Problem details:
The entire listing below is to be reproduced exactly.

Extracted information:
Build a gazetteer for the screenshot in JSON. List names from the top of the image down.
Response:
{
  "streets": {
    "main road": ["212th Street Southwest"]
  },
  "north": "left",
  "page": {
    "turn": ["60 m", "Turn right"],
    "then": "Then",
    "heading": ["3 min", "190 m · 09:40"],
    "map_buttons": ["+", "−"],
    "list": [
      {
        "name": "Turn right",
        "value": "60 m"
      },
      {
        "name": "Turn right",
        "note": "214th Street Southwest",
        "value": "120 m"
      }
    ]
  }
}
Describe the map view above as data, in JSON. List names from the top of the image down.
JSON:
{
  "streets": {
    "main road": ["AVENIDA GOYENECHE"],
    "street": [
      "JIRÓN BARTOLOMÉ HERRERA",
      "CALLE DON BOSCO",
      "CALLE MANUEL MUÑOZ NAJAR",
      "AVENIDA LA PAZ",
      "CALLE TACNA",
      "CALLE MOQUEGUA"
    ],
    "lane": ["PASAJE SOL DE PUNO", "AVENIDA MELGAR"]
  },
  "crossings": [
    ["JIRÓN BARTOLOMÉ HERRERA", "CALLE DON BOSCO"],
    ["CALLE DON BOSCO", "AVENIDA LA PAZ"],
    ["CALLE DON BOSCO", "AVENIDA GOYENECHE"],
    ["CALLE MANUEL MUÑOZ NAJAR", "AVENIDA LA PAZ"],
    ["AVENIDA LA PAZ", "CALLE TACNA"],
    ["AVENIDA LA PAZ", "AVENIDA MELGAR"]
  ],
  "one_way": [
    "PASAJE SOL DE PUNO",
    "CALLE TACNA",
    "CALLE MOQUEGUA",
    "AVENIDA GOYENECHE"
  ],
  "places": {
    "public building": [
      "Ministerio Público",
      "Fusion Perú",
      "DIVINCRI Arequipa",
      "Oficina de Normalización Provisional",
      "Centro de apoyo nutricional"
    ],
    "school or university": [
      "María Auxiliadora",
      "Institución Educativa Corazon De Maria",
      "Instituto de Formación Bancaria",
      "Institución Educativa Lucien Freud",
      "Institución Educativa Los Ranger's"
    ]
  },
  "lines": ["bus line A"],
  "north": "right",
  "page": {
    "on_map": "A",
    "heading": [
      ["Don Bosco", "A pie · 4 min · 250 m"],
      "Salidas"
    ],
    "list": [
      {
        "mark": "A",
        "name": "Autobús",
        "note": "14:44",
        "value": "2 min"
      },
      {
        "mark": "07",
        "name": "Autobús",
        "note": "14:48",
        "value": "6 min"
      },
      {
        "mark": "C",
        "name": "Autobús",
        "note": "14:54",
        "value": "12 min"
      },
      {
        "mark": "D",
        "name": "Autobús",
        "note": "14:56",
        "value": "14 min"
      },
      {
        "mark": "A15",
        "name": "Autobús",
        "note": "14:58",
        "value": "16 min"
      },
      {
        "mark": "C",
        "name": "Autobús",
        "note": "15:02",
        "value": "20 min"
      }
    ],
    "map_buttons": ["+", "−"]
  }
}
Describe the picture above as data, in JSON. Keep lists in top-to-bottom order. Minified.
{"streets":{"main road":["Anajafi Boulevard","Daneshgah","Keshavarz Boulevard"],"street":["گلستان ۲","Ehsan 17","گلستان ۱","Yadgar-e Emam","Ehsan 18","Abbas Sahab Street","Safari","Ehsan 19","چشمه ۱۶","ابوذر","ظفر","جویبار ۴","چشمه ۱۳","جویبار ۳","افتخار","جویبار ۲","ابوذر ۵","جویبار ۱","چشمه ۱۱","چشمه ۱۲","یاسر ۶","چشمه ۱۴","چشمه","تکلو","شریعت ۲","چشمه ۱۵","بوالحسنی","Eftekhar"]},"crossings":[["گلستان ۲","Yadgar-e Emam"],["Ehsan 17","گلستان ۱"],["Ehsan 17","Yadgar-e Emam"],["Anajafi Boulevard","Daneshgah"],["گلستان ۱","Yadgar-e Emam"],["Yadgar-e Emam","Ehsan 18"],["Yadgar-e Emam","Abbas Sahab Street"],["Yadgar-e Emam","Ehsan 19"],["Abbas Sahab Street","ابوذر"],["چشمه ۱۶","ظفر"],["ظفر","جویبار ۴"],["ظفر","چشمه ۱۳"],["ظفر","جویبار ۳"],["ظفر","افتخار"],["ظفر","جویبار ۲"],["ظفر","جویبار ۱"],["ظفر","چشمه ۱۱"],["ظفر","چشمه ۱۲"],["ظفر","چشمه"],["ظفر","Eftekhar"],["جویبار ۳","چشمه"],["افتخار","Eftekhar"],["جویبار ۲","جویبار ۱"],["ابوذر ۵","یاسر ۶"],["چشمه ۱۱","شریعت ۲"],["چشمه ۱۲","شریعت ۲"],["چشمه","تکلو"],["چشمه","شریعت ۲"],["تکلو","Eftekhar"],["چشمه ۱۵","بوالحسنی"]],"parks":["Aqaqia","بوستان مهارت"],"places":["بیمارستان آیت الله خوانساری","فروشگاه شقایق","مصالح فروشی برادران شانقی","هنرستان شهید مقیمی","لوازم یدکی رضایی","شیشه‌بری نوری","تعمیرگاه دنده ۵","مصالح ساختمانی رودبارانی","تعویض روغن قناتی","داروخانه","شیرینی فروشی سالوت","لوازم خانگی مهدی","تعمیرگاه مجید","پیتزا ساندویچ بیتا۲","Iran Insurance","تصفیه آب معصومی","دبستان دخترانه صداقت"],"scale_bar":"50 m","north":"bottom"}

Result of the task:
Build a gazetteer for the screenshot in JSON. List names from the top of the image down.
Response:
{
  "streets": {
    "main road": ["212th Street Southwest"]
  },
  "north": "left",
  "page": {
    "turn": ["60 m", "Turn right"],
    "then": "Then",
    "heading": ["3 min", "190 m · 09:40"],
    "map_buttons": ["+", "−"],
    "list": [
      {
        "name": "Turn right",
        "value": "60 m"
      },
      {
        "name": "Turn right",
        "note": "214th Street Southwest",
        "value": "120 m"
      }
    ]
  }
}
Describe the map view above as data, in JSON. List names from the top of the image down.
JSON:
{
  "streets": {
    "main road": ["AVENIDA GOYENECHE"],
    "street": [
      "JIRÓN BARTOLOMÉ HERRERA",
      "CALLE DON BOSCO",
      "CALLE MANUEL MUÑOZ NAJAR",
      "AVENIDA LA PAZ",
      "CALLE TACNA",
      "CALLE MOQUEGUA"
    ],
    "lane": ["PASAJE SOL DE PUNO", "AVENIDA MELGAR"]
  },
  "crossings": [
    ["JIRÓN BARTOLOMÉ HERRERA", "CALLE DON BOSCO"],
    ["CALLE DON BOSCO", "AVENIDA LA PAZ"],
    ["CALLE DON BOSCO", "AVENIDA GOYENECHE"],
    ["CALLE MANUEL MUÑOZ NAJAR", "AVENIDA LA PAZ"],
    ["AVENIDA LA PAZ", "CALLE TACNA"],
    ["AVENIDA LA PAZ", "AVENIDA MELGAR"]
  ],
  "one_way": [
    "PASAJE SOL DE PUNO",
    "CALLE TACNA",
    "CALLE MOQUEGUA",
    "AVENIDA GOYENECHE"
  ],
  "places": {
    "public building": [
      "Ministerio Público",
      "Fusion Perú",
      "DIVINCRI Arequipa",
      "Oficina de Normalización Provisional",
      "Centro de apoyo nutricional"
    ],
    "school or university": [
      "María Auxiliadora",
      "Institución Educativa Corazon De Maria",
      "Instituto de Formación Bancaria",
      "Institución Educativa Lucien Freud",
      "Institución Educativa Los Ranger's"
    ]
  },
  "lines": ["bus line A"],
  "north": "right",
  "page": {
    "on_map": "A",
    "heading": [
      ["Don Bosco", "A pie · 4 min · 250 m"],
      "Salidas"
    ],
    "list": [
      {
        "mark": "A",
        "name": "Autobús",
        "note": "14:44",
        "value": "2 min"
      },
      {
        "mark": "07",
        "name": "Autobús",
        "note": "14:48",
        "value": "6 min"
      },
      {
        "mark": "C",
        "name": "Autobús",
        "note": "14:54",
        "value": "12 min"
      },
      {
        "mark": "D",
        "name": "Autobús",
        "note": "14:56",
        "value": "14 min"
      },
      {
        "mark": "A15",
        "name": "Autobús",
        "note": "14:58",
        "value": "16 min"
      },
      {
        "mark": "C",
        "name": "Autobús",
        "note": "15:02",
        "value": "20 min"
      }
    ],
    "map_buttons": ["+", "−"]
  }
}
Describe the picture above as data, in JSON. Keep lists in top-to-bottom order. Minified.
{"streets":{"main road":["Anajafi Boulevard","Daneshgah","Keshavarz Boulevard"],"street":["گلستان ۲","Ehsan 17","گلستان ۱","Yadgar-e Emam","Ehsan 18","Abbas Sahab Street","Safari","Ehsan 19","چشمه ۱۶","ابوذر","ظفر","جویبار ۴","چشمه ۱۳","جویبار ۳","افتخار","جویبار ۲","ابوذر ۵","جویبار ۱","چشمه ۱۱","چشمه ۱۲","یاسر ۶","چشمه ۱۴","چشمه","تکلو","شریعت ۲","چشمه ۱۵","بوالحسنی","Eftekhar"]},"crossings":[["گلستان ۲","Yadgar-e Emam"],["Ehsan 17","گلستان ۱"],["Ehsan 17","Yadgar-e Emam"],["Anajafi Boulevard","Daneshgah"],["گلستان ۱","Yadgar-e Emam"],["Yadgar-e Emam","Ehsan 18"],["Yadgar-e Emam","Abbas Sahab Street"],["Yadgar-e Emam","Ehsan 19"],["Abbas Sahab Street","ابوذر"],["چشمه ۱۶","ظفر"],["ظفر","جویبار ۴"],["ظفر","چشمه ۱۳"],["ظفر","جویبار ۳"],["ظفر","افتخار"],["ظفر","جویبار ۲"],["ظفر","جویبار ۱"],["ظفر","چشمه ۱۱"],["ظفر","چشمه ۱۲"],["ظفر","چشمه"],["ظفر","Eftekhar"],["جویبار ۳","چشمه"],["افتخار","Eftekhar"],["جویبار ۲","جویبار ۱"],["ابوذر ۵","یاسر ۶"],["چشمه ۱۱","شریعت ۲"],["چشمه ۱۲","شریعت ۲"],["چشمه","تکلو"],["چشمه","شریعت ۲"],["تکلو","Eftekhar"],["چشمه ۱۵","بوالحسنی"]],"parks":["Aqaqia","بوستان مهارت"],"places":["بیمارستان آیت الله خوانساری","فروشگاه شقایق","مصالح فروشی برادران شانقی","هنرستان شهید مقیمی","لوازم یدکی رضایی","شیشه‌بری نوری","تعمیرگاه دنده ۵","مصالح ساختمانی رودبارانی","تعویض روغن قناتی","داروخانه","شیرینی فروشی سالوت","لوازم خانگی مهدی","تعمیرگاه مجید","پیتزا ساندویچ بیتا۲","Iran Insurance","تصفیه آب معصومی","دبستان دخترانه صداقت"],"scale_bar":"50 m","north":"bottom"}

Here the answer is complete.